I shrugged. “I have no idea.”
“I think we need to ask him that,” he said. “A lot of times, fathers model their behavior after what their own father did. Maybe he thinks that’s what you’re supposed to do.”
“Alright, let’s say that’s the case,” I said. “I’m betting that if that happened, he felt like shit about it. So why the fuck is he doing the same thing to me?”
“Maybe he doesn’t remember how he felt,” he said.
“Look, this is all fine and wonderful. If you want to help him dig into his past, and fight his demons, that’s just fucking terrific. That’s just wonderful. But in the meantime, I want him and his fucked up psyche as far away from me as possible.”
“Do you really want him out of your life?” he asked, like that was a no brainer ‘no’ answer.
“Yes,” I said. “Why the fuck do you think I left this town?”
“I don’t know,” he said.
“I left to get away from him and his bitching and his criticism and the way he tries to control everything about my career. I went to New Jersey, and that wasn’t far enough, so now I’m in California, and they manage to fuck things up for me there. I left town to get away from them, because I knew that to be successful, I’d have to get them out of my life. But they won’t go away. They won’t leave me alone. It’s like they’re determined to make things harder. And if that’s their game, I don’t want them around.”
“Would you like something to drink?” he asked, as he stood up. I just blinked at him. It was like he didn’t hear a word I said. He seemed to get that. “I heard what you said, but I want to grab a pop and think about it.”
“Why don’t you just tell me you want to take a break until I calm down,” I said acidly.
He smiled. “Very perceptive. What do you want to drink?”
“I’ll take a Coke,” I said, and got a little less bitchy. He walked over to a small fridge, took out a Coke for me, and a Diet Coke for himself.

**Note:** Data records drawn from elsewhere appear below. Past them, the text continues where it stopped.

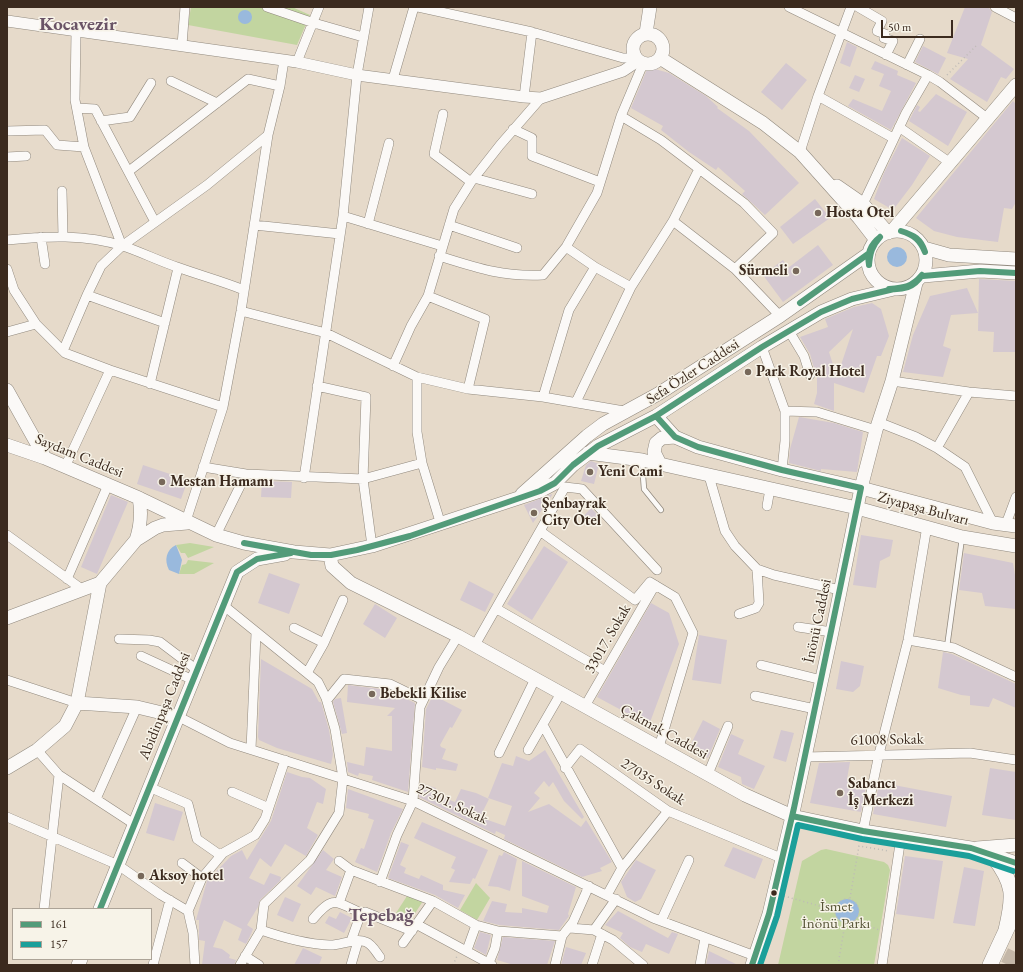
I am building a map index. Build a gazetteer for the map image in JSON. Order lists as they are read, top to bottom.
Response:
{
  "streets": {
    "main road": [
      "Sefa Özler Caddesi",
      "Saydam Caddesi",
      "Ziyapaşa Bulvarı",
      "İnönü Caddesi",
      "Abidinpaşa Caddesi",
      "Çakmak Caddesi"
    ],
    "street": [
      "33017. Sokak",
      "61008 Sokak",
      "27035 Sokak",
      "27301. Sokak"
    ]
  },
  "crossings": [
    ["Sefa Özler Caddesi", "Saydam Caddesi"],
    ["Sefa Özler Caddesi", "Ziyapaşa Bulvarı"],
    ["Sefa Özler Caddesi", "İnönü Caddesi"],
    ["Sefa Özler Caddesi", "Abidinpaşa Caddesi"],
    ["Sefa Özler Caddesi", "Çakmak Caddesi"],
    ["Saydam Caddesi", "Abidinpaşa Caddesi"],
    ["Ziyapaşa Bulvarı", "İnönü Caddesi"],
    ["İnönü Caddesi", "Çakmak Caddesi"],
    ["İnönü Caddesi", "61008 Sokak"],
    ["İnönü Caddesi", "27035 Sokak"],
    ["İnönü Caddesi", "27301. Sokak"],
    ["33017. Sokak", "Çakmak Caddesi"],
    ["Abidinpaşa Caddesi", "27301. Sokak"]
  ],
  "districts": ["Kocavezir", "Tepebağ"],
  "parks": ["İsmet İnönü Parkı"],
  "places": [
    "Hosta Otel",
    "Sürmeli",
    "Park Royal Hotel",
    "Yeni Cami",
    "Mestan Hamamı",
    "Şenbayrak City Otel",
    "Bebekli Kilise",
    "Sabancı İş Merkezi",
    "Aksoy hotel"
  ],
  "lines": ["transit line 161", "transit line 157"],
  "legend": ["161", "157"],
  "scale_bar": "50 m"
}
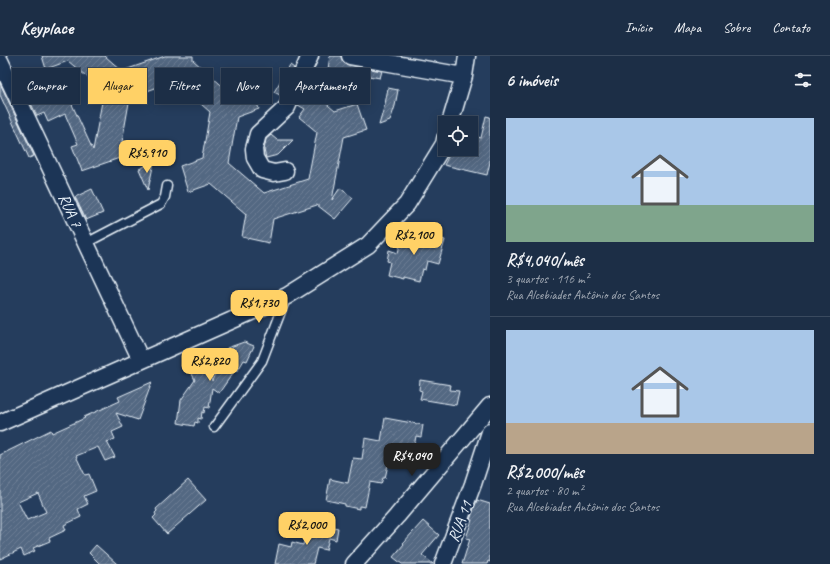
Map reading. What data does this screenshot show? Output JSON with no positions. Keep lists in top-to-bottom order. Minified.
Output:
{"streets":{"street":["RUA 7","RUA 11"]},"page":{"header":"Keyplace","nav":["Início","Mapa","Sobre","Contato"],"heading":"6 imóveis","chip":["Comprar","Alugar","Filtros","Novo","Apartamento"],"list":[{"name":"R$4,040/mês","note":"3 quartos · 116 m² · Rua Alcebiades Antônio dos Santos"},{"name":"R$2,000/mês","note":"2 quartos · 80 m² · Rua Alcebiades Antônio dos Santos"}],"price":["R$5,910","R$2,100","R$1,730","R$2,820","R$4,040","R$2,000"]}}
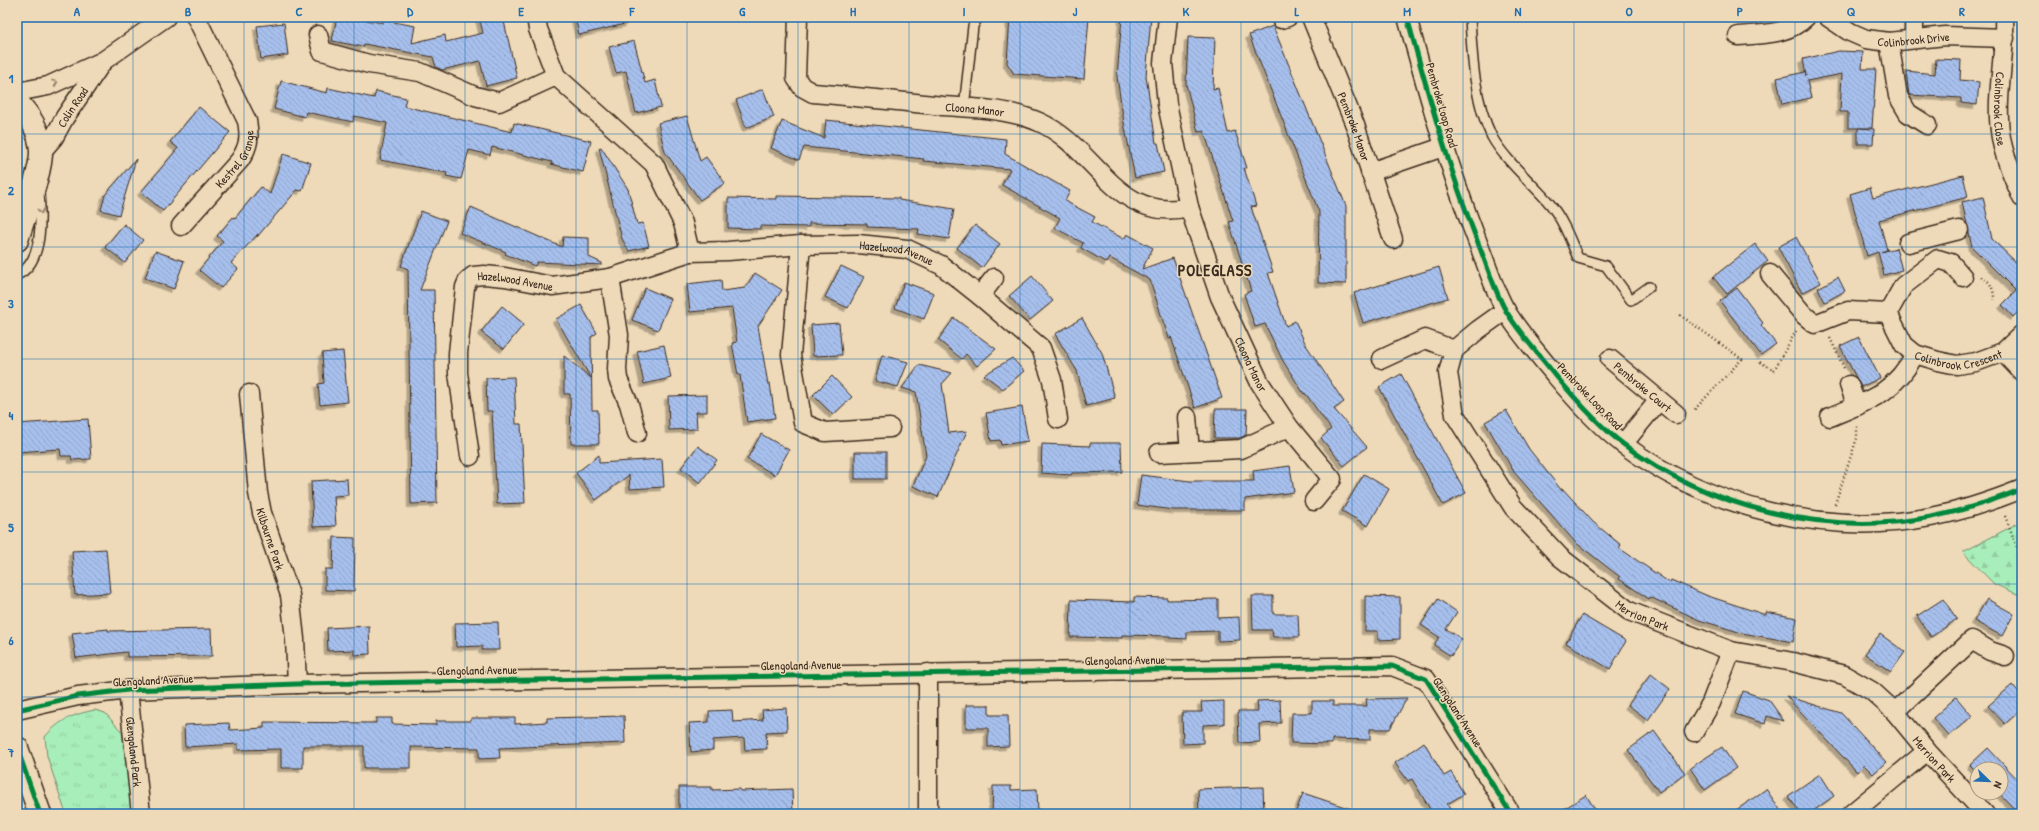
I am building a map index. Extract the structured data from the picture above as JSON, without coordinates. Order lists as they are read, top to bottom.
{
  "streets": {
    "street": [
      "Colinbrook Drive",
      "Pembroke Loop Road",
      "Colin Road",
      "Colinbrook Close",
      "Cloona Manor",
      "Pembroke Manor",
      "Kestrel Grange",
      "Hazelwood Avenue",
      "Colinbrook Crescent",
      "Pembroke Court",
      "Kilbourne Park",
      "Merrion Park",
      "Glengoland Avenue",
      "Glengoland Park"
    ]
  },
  "crossings": [
    ["Colinbrook Drive", "Colinbrook Close"],
    ["Kilbourne Park", "Glengoland Avenue"],
    ["Glengoland Avenue", "Glengoland Park"]
  ],
  "districts": ["POLEGLASS"],
  "north": "bottom right",
  "grid": {
    "columns": [
      "A",
      "B",
      "C",
      "D",
      "E",
      "F",
      "G",
      "H",
      "I",
      "J",
      "K",
      "L",
      "M",
      "N",
      "O",
      "P",
      "Q",
      "R"
    ],
    "rows": [
      "1",
      "2",
      "3",
      "4",
      "5",
      "6",
      "7"
    ]
  }
}
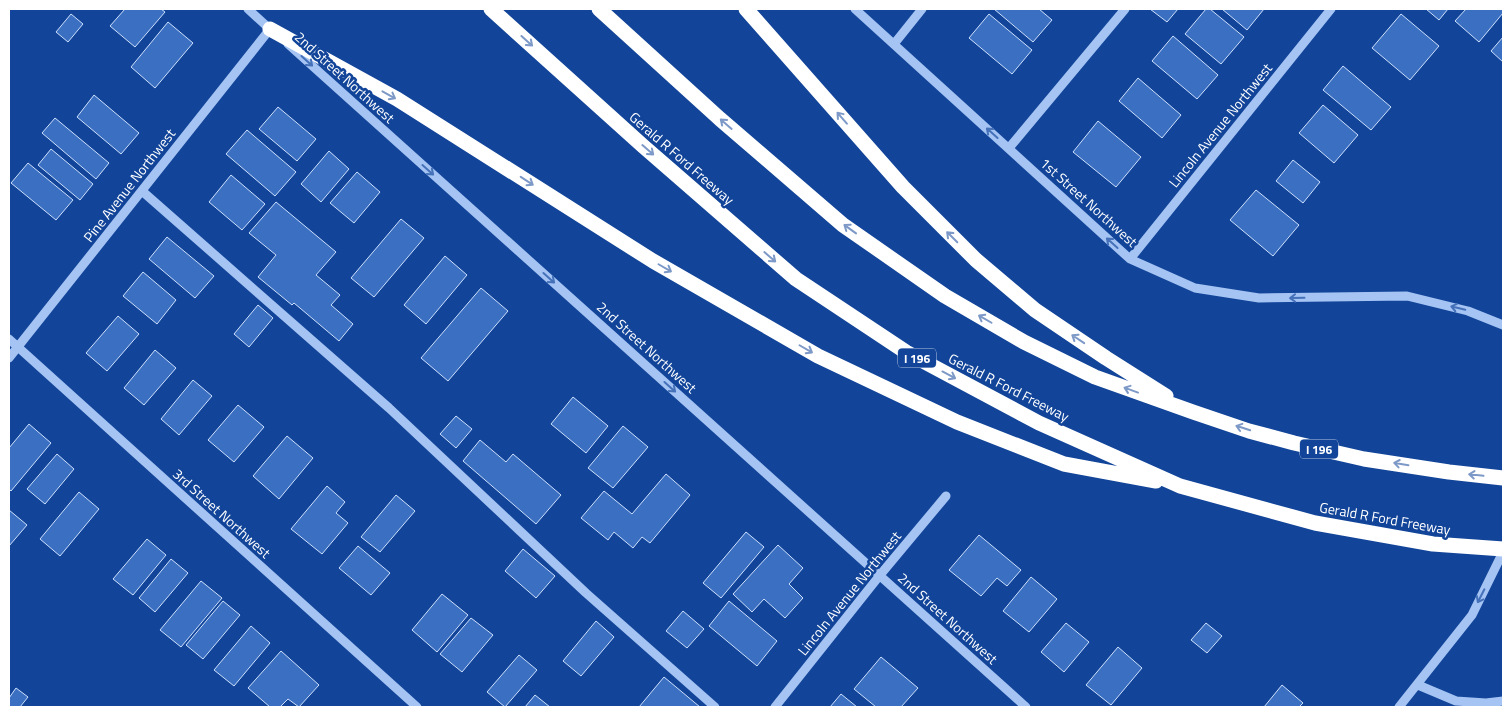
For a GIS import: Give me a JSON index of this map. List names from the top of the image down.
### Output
{
  "streets": {
    "highway": ["Gerald R Ford Freeway", "I 196"],
    "street": [
      "2nd Street Northwest",
      "Lincoln Avenue Northwest",
      "Pine Avenue Northwest",
      "1st Street Northwest",
      "3rd Street Northwest"
    ]
  },
  "crossings": [
    ["2nd Street Northwest", "Lincoln Avenue Northwest"],
    ["2nd Street Northwest", "Pine Avenue Northwest"],
    ["Lincoln Avenue Northwest", "1st Street Northwest"],
    ["Pine Avenue Northwest", "3rd Street Northwest"]
  ],
  "one_way": ["2nd Street Northwest", "1st Street Northwest"]
}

“I have to watch my waistline,” he said. I shrugged. I wasn’t going to fuck him, so why the fuck should I care what he ate, or what he looked like? “I want to talk about a different topic.”
“Go on,” I said cautiously.
“Your parents are concerned about your friendship with a young man, I believe his name is Will,” he said.
“What are they worried about?” I asked. I knew, I just didn’t know if I was going to tell this guy the whole deal with us.
“They tell me he’s gay,” he said.
“Did you want me to try to set you up with him?” I asked innocently.
“No,” he said, a little flustered, which made me smile. “They’re worried that he’ll turn you gay.”
“Do you think he could turn me gay?” I asked, wondering if he was one of those douchebags who thought being gay was a choice.
“I don’t think you can be turned gay, I think you either find other men attractive or you don’t,” he said. “I tried to educate your parents about that.”
“Did they understand?”
“They seemed to get that it’s not something you can catch, like a disease,” he said with a small grin.
“Then why are they worried about me hanging around with Will?”
“Because they see that you guys are very close.”
“So I can’t have a close friend, who’s gay?” I asked him.
“You can,” he said. “Look Zach, let me get to the bottom line. I think that they’re nervous not because they think Will is going to turn you gay, I think they’re nervous because they think you are gay.”
“I am,” I said, and then totally freaked out, at least inside. I hadn’t meant to tell this dude that I was gay, but when he was so blunt, instead of playing his bullshit games where he beat around the bush, I guess it just sort of came out.
“Are you and Will together?”
“I love him,” I said honestly. “He is the most important person in my life.”
“Have you told anyone about this, that you two are together?”
I nodded. “Two of my brothers know, and Will’s family knows.”
“Are you planning to tell your parents?”
“Why would I do that?” I demanded. “They’d just make it even harder for us to be together. Besides, it’s not like I can be out anyway. As long as I play football, I’m stuck in the closet.”
“That’s a tough life to live,” he said.
“I know that,” I told him. “So I have to deal with that, on top of all their other bullshit.”
“Maybe they’d understand, and be supportive,” he said.
“That’s a bunch of crap,” I snapped. “How can you sit here and say that, when I just told you what an asshole my father is. Shit, he doesn’t support me now; much less if he found out I was gay.”
“Maybe they sense you’re not being completely honest with them,” he said. “If you pulled them into your life, and told them about it, maybe that would change things.”
I looked at him dubiously. “I don’t see how that can happen, and I don’t know if I trust them enough to let them see that much of me.”
“I think it can happen, but I understand why you wouldn’t trust them,” he said.
“Alright, we’ve been talking about all this shit, and you’re trying to make me feel like I have to fix my relationship with them, which in my mind is fucked up beyond repair. What do you want me to do?” I demanded.
“I want you to think about what we talked about today, and I want you to decide whether you can be honest with your parents about who you are,” he said candidly.
“What if I can’t?”
“Then I think you’ll get your wish, and you won’t end up with much of a relationship with them,” he said. It hadn’t really bothered me, the thought of them just walking out of my life, until he said that, and then it did. I decided to think about that later.
“So what happens tomorrow?”
“The four of us will meet, and try to talk through some of these things.”
“Wouldn’t it have been easier, and faster, for us to just do that today?” I didn’t know why this had to drag out.
“You were just a little pissed off when we started talking about this,” he said with a smile.
“Just a little,” I said, smiling back. “You’re telling me you did this so I could vent, and then be calmer tomorrow.”
“I don’t think that’s what I told you, but that’s what I was thinking,” he said.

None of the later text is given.